| Stored data entries |
········
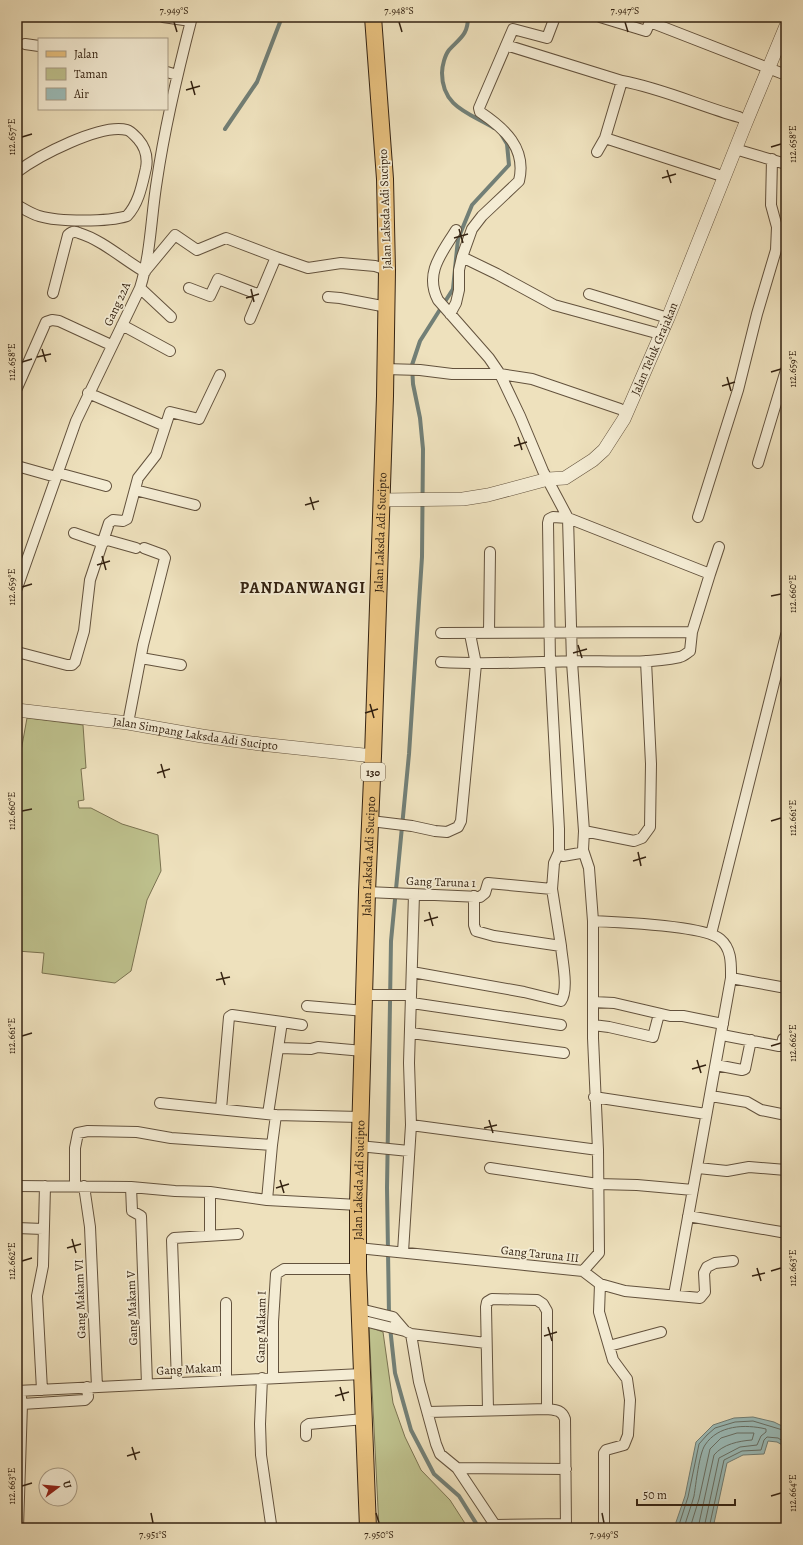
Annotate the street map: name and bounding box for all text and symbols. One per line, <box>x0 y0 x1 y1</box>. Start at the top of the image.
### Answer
text: 7.949°S <box>159 4 189 17</box>
text: 7.948°S <box>384 4 414 17</box>
text: 7.947°S <box>611 4 639 17</box>
legend <box>38 38 168 110</box>
text: Jalan <box>74 46 99 62</box>
text: Taman <box>74 66 108 82</box>
text: Air <box>73 86 89 102</box>
text: 112.657°E <box>5 119 18 155</box>
text: 112.658°E <box>786 125 799 163</box>
street label: Jalan Laksda Adi Sucipto <box>375 149 395 269</box>
street label: Gang 22A <box>100 278 135 329</box>
street label: Jalan Teluk Grajakan <box>627 299 682 398</box>
text: 112.658°E <box>5 343 18 381</box>
text: 112.659°E <box>786 350 799 388</box>
street label: Jalan Laksda Adi Sucipto <box>370 472 390 593</box>
text: 112.659°E <box>5 568 18 606</box>
text: 112.660°E <box>786 575 799 613</box>
district label: PANDANWANGI <box>240 577 366 599</box>
street label: Jalan Simpang Laksda Adi Sucipto <box>112 713 279 754</box>
road number: 130 <box>361 763 385 781</box>
text: 112.660°E <box>5 792 18 830</box>
street label: Jalan Laksda Adi Sucipto <box>358 796 379 917</box>
text: 112.661°E <box>786 800 799 836</box>
street label: Gang Taruna 1 <box>406 873 476 891</box>
text: 112.661°E <box>5 1018 18 1054</box>
text: 112.662°E <box>786 1024 799 1062</box>
street label: Jalan Laksda Adi Sucipto <box>350 1120 368 1240</box>
text: 112.662°E <box>5 1242 18 1280</box>
street label: Gang Taruna III <box>500 1242 580 1266</box>
text: 112.663°E <box>786 1249 799 1286</box>
street label: Gang Makam VI <box>71 1259 89 1339</box>
street label: Gang Makam V <box>123 1270 141 1346</box>
street label: Gang Makam I <box>252 1291 270 1363</box>
street label: Gang Makam <box>156 1359 222 1379</box>
text: 112.663°E <box>5 1467 18 1504</box>
north arrow <box>38 1467 78 1507</box>
text: 112.664°E <box>786 1474 799 1512</box>
text: U <box>59 1479 76 1491</box>
scale bar <box>637 1481 735 1507</box>
text: 50 m <box>643 1487 667 1503</box>
text: 7.951°S <box>139 1528 167 1541</box>
text: 7.950°S <box>364 1528 394 1541</box>
text: 7.949°S <box>589 1528 619 1541</box>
········
| ACTION ITEM |
Give every entry above again, exactly, and keep all pictures out of it.

| RESULT FOR THIS EXERCISE |
Annotate the street map: name and bounding box for all text and symbols. One per line, <box>x0 y0 x1 y1</box>. Start at the top of the image.
### Answer
text: 7.949°S <box>159 4 189 17</box>
text: 7.948°S <box>384 4 414 17</box>
text: 7.947°S <box>611 4 639 17</box>
legend <box>38 38 168 110</box>
text: Jalan <box>74 46 99 62</box>
text: Taman <box>74 66 108 82</box>
text: Air <box>73 86 89 102</box>
text: 112.657°E <box>5 119 18 155</box>
text: 112.658°E <box>786 125 799 163</box>
street label: Jalan Laksda Adi Sucipto <box>375 149 395 269</box>
street label: Gang 22A <box>100 278 135 329</box>
street label: Jalan Teluk Grajakan <box>627 299 682 398</box>
text: 112.658°E <box>5 343 18 381</box>
text: 112.659°E <box>786 350 799 388</box>
street label: Jalan Laksda Adi Sucipto <box>370 472 390 593</box>
text: 112.659°E <box>5 568 18 606</box>
text: 112.660°E <box>786 575 799 613</box>
district label: PANDANWANGI <box>240 577 366 599</box>
street label: Jalan Simpang Laksda Adi Sucipto <box>112 713 279 754</box>
road number: 130 <box>361 763 385 781</box>
text: 112.660°E <box>5 792 18 830</box>
street label: Jalan Laksda Adi Sucipto <box>358 796 379 917</box>
text: 112.661°E <box>786 800 799 836</box>
street label: Gang Taruna 1 <box>406 873 476 891</box>
text: 112.661°E <box>5 1018 18 1054</box>
text: 112.662°E <box>786 1024 799 1062</box>
street label: Jalan Laksda Adi Sucipto <box>350 1120 368 1240</box>
text: 112.662°E <box>5 1242 18 1280</box>
street label: Gang Taruna III <box>500 1242 580 1266</box>
text: 112.663°E <box>786 1249 799 1286</box>
street label: Gang Makam VI <box>71 1259 89 1339</box>
street label: Gang Makam V <box>123 1270 141 1346</box>
street label: Gang Makam I <box>252 1291 270 1363</box>
street label: Gang Makam <box>156 1359 222 1379</box>
text: 112.663°E <box>5 1467 18 1504</box>
north arrow <box>38 1467 78 1507</box>
text: 112.664°E <box>786 1474 799 1512</box>
text: U <box>59 1479 76 1491</box>
scale bar <box>637 1481 735 1507</box>
text: 50 m <box>643 1487 667 1503</box>
text: 7.951°S <box>139 1528 167 1541</box>
text: 7.950°S <box>364 1528 394 1541</box>
text: 7.949°S <box>589 1528 619 1541</box>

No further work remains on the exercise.